To do
If a line in the listing below includes the string "Médica", pull it out.

Source material
* * * *
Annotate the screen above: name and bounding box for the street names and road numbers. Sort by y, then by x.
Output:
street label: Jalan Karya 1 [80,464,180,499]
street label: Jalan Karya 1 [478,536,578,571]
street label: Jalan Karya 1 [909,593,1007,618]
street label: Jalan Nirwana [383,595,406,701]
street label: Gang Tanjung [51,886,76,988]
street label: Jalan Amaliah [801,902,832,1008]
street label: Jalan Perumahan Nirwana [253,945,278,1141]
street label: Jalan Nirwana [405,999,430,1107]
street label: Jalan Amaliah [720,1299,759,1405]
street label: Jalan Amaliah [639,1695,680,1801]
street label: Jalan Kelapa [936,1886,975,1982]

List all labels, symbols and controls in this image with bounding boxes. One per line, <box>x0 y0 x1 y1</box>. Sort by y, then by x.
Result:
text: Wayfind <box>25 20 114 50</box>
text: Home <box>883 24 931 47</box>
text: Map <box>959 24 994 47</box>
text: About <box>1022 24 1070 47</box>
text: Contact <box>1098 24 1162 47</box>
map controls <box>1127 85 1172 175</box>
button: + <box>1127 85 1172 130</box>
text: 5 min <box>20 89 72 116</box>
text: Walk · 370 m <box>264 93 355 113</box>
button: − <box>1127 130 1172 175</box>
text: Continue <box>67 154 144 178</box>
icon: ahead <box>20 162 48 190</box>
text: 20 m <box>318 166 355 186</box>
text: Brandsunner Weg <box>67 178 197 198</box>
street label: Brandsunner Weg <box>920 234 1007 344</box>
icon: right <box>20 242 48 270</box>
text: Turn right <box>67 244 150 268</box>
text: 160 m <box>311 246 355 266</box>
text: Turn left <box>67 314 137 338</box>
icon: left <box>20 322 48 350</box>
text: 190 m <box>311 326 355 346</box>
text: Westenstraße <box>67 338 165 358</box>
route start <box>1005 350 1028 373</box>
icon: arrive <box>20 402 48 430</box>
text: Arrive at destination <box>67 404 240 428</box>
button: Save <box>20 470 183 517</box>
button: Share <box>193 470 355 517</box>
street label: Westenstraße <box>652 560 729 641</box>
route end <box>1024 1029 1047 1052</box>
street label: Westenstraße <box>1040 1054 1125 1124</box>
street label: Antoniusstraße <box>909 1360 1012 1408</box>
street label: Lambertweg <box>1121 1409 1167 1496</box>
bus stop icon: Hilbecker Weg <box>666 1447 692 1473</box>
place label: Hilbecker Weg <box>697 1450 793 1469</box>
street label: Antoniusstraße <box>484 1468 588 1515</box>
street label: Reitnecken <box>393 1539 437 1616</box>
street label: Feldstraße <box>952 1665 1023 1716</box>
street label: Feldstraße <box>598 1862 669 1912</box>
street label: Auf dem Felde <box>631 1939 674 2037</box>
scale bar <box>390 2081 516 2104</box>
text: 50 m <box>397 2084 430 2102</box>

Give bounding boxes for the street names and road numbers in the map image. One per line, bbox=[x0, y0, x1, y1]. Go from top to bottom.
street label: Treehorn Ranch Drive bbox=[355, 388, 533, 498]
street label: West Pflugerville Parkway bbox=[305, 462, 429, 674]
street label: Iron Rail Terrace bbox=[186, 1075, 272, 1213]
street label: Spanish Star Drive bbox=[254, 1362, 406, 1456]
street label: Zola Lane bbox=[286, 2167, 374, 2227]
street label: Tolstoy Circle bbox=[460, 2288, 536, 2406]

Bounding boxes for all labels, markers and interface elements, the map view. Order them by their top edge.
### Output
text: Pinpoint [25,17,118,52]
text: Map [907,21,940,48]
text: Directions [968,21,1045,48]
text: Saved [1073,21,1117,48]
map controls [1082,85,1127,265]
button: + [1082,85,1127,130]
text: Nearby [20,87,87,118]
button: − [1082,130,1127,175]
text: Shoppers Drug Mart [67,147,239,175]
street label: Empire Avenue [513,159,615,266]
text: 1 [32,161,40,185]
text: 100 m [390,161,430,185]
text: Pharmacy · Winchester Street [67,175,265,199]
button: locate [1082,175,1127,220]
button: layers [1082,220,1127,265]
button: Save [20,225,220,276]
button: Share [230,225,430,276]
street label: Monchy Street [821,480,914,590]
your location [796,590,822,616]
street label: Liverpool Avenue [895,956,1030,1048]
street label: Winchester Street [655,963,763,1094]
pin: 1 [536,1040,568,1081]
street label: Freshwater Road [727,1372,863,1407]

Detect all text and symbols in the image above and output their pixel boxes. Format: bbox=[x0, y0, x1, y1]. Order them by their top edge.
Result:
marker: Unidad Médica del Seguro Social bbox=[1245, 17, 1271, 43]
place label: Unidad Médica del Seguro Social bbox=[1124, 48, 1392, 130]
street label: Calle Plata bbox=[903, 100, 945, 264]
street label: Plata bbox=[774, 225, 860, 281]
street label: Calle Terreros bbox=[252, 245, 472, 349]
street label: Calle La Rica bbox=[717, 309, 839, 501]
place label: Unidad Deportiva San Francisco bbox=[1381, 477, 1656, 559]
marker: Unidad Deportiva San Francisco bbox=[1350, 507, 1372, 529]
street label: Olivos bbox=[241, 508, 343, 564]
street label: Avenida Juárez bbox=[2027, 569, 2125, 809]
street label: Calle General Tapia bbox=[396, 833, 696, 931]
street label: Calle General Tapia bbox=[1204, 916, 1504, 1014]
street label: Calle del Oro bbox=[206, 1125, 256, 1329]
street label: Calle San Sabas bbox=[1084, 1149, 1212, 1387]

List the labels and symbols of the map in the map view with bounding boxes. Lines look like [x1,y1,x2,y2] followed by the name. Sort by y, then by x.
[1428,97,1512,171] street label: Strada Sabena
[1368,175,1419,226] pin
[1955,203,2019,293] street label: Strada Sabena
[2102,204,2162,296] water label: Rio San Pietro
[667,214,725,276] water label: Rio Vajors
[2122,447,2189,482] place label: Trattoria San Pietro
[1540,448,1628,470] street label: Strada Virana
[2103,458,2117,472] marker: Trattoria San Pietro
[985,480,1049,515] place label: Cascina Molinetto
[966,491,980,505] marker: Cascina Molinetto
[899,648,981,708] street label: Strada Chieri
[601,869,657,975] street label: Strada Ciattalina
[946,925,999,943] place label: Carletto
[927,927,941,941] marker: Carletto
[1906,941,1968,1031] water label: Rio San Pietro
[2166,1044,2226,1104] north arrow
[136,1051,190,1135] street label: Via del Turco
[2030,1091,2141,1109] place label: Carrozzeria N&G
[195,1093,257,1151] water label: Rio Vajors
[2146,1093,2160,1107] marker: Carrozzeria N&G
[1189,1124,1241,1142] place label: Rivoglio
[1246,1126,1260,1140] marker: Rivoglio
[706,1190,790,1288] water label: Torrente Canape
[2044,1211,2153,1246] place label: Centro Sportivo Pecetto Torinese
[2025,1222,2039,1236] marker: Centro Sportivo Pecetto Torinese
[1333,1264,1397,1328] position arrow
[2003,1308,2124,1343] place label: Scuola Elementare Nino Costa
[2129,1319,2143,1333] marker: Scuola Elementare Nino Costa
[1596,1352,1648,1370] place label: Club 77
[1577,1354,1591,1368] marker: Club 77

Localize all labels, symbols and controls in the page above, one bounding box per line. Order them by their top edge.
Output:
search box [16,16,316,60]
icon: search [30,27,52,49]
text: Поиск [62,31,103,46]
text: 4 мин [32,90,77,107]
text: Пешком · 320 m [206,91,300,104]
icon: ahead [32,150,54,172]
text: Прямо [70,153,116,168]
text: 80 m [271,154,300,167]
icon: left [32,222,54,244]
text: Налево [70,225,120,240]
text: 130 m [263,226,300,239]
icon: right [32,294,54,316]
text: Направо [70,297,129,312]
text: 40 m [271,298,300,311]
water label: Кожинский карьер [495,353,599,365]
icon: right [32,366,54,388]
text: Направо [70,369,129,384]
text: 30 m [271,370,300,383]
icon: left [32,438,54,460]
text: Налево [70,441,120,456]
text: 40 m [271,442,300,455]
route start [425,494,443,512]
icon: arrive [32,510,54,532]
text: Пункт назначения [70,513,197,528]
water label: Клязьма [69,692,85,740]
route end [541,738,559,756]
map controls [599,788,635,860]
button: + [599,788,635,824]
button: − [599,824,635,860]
* * * *
Answer to this task
marker: Unidad Médica del Seguro Social bbox=[1245, 17, 1271, 43]
place label: Unidad Médica del Seguro Social bbox=[1124, 48, 1392, 130]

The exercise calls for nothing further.